Shigeru Ban has been experimenting with cardboard structures ever since he established his Tokyo studio in 1985. He has since used them in disaster relief projects around the world, from the Paper Log House and Paper Church (1995) built for Vietnamese refugees in Japan, to the Paper Refugee Shelters (1999) designed for Rwanda and the Cardboard Cathedral completed after the Christchurch earthquake (2013).
The architect is also well known for his inventive use of materials such as timber, bamboo, fabric and plastic, inspired by a childhood spent observing traditional Japanese carpenters. The roof of the Centre Pompidou-Metz in France (2010) features an undulating lattice of wooden strips, while Naked House (2000) has been praised for the way clear corrugated plastic clads its timber frame.

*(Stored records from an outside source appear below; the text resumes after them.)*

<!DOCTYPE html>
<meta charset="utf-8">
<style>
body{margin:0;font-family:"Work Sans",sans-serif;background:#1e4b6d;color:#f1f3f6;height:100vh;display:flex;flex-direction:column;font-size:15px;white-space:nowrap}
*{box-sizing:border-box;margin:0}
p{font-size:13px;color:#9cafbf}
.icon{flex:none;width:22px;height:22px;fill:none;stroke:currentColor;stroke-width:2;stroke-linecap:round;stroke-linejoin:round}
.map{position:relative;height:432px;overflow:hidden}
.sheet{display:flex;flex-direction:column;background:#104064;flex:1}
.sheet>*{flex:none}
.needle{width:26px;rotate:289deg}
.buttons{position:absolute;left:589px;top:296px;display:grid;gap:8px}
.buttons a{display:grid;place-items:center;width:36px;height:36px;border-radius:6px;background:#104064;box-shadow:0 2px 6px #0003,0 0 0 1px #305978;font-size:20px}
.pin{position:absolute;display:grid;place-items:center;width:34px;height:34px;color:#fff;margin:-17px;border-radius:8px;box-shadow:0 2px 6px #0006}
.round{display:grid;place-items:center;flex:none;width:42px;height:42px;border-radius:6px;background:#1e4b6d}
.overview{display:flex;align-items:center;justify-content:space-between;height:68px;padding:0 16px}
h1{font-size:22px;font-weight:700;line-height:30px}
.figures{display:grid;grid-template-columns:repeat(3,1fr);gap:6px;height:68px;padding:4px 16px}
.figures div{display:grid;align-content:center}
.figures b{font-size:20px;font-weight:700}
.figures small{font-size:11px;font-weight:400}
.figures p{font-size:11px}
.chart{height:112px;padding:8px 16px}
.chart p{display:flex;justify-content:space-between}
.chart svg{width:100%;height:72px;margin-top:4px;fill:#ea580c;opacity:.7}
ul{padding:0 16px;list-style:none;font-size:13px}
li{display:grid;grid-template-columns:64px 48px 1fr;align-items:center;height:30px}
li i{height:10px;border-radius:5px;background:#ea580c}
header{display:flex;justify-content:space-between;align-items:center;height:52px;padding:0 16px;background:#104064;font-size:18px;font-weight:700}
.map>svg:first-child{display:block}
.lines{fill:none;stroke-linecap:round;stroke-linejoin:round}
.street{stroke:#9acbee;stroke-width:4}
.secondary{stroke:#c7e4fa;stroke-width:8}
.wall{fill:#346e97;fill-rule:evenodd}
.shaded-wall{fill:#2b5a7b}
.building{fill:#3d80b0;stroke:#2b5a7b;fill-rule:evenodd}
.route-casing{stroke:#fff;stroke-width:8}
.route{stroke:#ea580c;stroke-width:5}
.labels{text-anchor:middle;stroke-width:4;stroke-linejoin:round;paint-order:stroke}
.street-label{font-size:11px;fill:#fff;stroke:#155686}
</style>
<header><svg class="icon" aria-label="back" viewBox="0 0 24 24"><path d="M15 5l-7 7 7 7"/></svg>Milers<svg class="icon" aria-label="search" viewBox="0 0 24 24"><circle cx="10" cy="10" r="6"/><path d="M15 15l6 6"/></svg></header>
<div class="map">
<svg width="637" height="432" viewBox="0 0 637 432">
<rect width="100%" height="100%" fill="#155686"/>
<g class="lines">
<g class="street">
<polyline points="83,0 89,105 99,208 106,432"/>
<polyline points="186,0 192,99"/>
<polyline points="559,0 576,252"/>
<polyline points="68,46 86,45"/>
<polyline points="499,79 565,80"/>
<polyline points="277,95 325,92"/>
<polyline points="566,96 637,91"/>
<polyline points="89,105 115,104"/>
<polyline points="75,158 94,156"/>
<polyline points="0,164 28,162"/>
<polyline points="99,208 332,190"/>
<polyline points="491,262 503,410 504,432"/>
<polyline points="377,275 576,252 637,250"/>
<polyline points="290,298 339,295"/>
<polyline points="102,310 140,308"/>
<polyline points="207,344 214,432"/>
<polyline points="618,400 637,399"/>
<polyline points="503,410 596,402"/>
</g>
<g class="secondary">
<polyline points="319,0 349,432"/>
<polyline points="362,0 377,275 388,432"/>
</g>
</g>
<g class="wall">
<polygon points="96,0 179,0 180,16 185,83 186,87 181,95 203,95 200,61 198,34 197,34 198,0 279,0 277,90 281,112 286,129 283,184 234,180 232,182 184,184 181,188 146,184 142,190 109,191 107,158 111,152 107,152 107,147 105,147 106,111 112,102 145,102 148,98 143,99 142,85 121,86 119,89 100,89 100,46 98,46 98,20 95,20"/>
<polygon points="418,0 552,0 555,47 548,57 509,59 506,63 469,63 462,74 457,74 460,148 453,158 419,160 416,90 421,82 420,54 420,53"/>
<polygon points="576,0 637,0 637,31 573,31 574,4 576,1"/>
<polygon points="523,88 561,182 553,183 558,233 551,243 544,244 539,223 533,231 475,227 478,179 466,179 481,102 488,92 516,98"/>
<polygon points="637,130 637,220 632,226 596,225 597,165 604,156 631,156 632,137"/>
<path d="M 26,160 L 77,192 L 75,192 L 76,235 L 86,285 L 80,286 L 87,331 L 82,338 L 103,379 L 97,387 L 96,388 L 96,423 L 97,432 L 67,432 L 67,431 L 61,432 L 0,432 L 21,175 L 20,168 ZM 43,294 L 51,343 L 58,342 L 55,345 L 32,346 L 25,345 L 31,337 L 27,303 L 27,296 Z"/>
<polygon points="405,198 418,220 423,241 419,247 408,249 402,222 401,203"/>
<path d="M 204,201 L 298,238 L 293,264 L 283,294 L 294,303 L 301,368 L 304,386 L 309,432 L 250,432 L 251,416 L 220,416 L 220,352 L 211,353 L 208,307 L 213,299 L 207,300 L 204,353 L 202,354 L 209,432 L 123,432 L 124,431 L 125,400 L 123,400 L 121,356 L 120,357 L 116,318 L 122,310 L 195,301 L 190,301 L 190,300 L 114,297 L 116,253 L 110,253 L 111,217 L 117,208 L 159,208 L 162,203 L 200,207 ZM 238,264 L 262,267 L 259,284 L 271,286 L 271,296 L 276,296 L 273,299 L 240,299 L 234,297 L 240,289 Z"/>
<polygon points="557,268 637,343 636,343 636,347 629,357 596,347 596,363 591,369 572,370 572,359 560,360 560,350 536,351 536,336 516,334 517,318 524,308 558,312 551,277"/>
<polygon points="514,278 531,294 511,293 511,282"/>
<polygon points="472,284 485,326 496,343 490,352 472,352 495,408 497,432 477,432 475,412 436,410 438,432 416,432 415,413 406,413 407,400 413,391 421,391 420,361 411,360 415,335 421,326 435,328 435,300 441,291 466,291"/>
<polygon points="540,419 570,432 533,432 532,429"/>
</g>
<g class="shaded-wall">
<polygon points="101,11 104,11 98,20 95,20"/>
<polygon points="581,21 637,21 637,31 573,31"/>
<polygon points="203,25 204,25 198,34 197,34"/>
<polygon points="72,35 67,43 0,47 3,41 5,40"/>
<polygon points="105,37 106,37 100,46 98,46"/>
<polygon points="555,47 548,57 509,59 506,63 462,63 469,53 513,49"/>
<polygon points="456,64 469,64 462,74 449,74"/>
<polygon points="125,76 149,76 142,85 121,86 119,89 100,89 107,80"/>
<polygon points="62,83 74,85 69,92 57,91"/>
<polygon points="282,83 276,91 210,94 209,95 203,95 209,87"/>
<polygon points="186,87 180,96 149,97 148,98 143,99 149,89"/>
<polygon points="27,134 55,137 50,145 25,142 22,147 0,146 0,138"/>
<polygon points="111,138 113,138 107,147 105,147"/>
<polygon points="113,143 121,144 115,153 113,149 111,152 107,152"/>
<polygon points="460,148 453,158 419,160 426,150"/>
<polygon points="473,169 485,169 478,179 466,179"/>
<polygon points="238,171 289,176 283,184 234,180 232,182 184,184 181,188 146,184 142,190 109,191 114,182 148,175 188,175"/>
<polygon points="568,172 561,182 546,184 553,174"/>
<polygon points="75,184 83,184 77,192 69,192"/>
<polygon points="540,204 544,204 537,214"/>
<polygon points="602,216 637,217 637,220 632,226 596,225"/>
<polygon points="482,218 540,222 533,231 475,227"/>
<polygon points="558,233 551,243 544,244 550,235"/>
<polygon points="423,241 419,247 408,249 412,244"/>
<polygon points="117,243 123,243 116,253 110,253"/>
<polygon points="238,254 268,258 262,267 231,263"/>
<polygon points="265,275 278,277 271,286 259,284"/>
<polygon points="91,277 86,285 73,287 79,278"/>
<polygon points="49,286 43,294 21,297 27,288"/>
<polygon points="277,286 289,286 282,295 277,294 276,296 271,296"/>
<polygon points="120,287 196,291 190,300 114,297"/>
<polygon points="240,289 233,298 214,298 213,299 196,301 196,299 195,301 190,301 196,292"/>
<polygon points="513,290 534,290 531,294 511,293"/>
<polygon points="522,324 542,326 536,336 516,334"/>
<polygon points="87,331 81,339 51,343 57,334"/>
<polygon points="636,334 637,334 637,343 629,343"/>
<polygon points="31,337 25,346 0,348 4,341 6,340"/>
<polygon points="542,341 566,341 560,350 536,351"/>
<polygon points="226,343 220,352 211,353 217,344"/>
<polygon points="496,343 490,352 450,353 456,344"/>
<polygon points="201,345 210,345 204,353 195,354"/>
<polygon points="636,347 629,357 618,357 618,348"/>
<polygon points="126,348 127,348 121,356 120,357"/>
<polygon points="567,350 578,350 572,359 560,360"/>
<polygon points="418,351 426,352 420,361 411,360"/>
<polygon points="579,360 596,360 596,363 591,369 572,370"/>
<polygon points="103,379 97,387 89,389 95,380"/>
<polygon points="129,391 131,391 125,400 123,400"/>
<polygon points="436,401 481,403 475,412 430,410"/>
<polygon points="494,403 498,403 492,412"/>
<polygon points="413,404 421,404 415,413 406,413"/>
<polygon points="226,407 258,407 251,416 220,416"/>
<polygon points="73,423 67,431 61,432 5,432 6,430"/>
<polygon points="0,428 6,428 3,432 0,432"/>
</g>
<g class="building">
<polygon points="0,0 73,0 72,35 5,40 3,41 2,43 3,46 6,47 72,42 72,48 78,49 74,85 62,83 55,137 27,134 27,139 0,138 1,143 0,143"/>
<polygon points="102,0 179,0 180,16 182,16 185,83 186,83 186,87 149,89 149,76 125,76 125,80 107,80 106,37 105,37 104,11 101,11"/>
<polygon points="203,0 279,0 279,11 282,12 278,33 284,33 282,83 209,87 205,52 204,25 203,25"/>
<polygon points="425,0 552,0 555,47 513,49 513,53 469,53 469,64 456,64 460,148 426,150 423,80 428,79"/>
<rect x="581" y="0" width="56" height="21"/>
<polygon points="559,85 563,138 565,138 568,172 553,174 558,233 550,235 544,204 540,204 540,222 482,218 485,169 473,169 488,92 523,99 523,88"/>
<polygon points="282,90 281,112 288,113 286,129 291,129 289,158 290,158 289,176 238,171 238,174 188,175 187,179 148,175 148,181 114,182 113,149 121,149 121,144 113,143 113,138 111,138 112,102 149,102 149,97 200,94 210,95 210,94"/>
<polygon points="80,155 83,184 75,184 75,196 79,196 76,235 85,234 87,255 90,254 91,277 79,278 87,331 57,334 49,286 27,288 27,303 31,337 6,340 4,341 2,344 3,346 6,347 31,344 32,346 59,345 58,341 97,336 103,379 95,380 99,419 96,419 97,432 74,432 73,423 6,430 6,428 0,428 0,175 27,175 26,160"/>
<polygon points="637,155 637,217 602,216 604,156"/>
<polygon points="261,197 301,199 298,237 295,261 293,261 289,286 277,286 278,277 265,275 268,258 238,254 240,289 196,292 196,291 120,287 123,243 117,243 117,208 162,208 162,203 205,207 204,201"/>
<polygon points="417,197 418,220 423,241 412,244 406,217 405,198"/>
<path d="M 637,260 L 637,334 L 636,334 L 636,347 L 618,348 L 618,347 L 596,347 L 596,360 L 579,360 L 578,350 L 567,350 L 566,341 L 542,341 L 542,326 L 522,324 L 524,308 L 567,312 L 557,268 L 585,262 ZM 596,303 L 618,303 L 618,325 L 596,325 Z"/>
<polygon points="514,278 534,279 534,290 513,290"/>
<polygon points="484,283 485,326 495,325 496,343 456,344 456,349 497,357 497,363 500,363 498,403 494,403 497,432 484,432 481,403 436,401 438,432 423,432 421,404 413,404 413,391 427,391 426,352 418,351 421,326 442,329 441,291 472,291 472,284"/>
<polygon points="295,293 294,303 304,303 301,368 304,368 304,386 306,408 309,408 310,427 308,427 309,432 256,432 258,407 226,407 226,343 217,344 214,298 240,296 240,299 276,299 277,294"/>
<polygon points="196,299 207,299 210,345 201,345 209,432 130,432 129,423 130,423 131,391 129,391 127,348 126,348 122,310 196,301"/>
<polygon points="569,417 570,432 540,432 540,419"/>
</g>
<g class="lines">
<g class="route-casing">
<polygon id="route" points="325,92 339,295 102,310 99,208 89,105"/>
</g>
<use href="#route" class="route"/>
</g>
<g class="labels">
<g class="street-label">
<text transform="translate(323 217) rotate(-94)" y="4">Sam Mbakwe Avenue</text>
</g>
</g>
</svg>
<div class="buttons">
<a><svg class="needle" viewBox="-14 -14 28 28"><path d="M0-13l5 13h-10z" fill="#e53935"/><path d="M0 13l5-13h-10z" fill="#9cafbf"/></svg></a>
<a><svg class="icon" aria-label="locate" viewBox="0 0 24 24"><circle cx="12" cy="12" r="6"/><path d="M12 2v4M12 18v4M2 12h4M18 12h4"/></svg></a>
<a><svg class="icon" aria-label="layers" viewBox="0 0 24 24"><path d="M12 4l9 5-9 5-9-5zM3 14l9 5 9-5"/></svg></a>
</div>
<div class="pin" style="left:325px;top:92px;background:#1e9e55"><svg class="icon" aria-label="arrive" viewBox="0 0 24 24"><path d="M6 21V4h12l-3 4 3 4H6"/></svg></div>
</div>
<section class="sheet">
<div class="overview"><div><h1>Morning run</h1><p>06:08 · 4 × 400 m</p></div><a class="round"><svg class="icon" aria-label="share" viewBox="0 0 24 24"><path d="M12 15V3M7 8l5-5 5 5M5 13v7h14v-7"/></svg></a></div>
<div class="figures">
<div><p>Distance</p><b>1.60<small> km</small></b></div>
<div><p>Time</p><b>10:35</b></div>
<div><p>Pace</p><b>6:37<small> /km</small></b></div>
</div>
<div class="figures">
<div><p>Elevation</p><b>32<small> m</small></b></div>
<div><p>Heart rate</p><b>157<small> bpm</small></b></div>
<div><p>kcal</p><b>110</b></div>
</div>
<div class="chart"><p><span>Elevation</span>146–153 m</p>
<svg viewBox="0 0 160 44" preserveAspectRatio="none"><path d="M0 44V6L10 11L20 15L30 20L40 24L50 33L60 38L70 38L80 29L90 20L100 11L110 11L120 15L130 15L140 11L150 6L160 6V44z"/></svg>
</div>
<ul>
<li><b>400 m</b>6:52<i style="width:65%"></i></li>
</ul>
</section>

"When I started working this way, almost thirty years ago, nobody was talking about the environment. But this way of working came naturally to me. I was always interested in low cost, local, reusable materials," said Ban.
Other houses designed by Ban include House of Double-Roof (1993), which is raised up on stilts, Wall-Less House (1997), which is surrounded by sliding panels, and the sub-dividable Nine-Square Grid House (1997).
The architect was announced as the Pritzker Prize laureate last night, and will receive the $100,000 prize and a bronze medallion in a ceremony on 13 June in Amsterdam.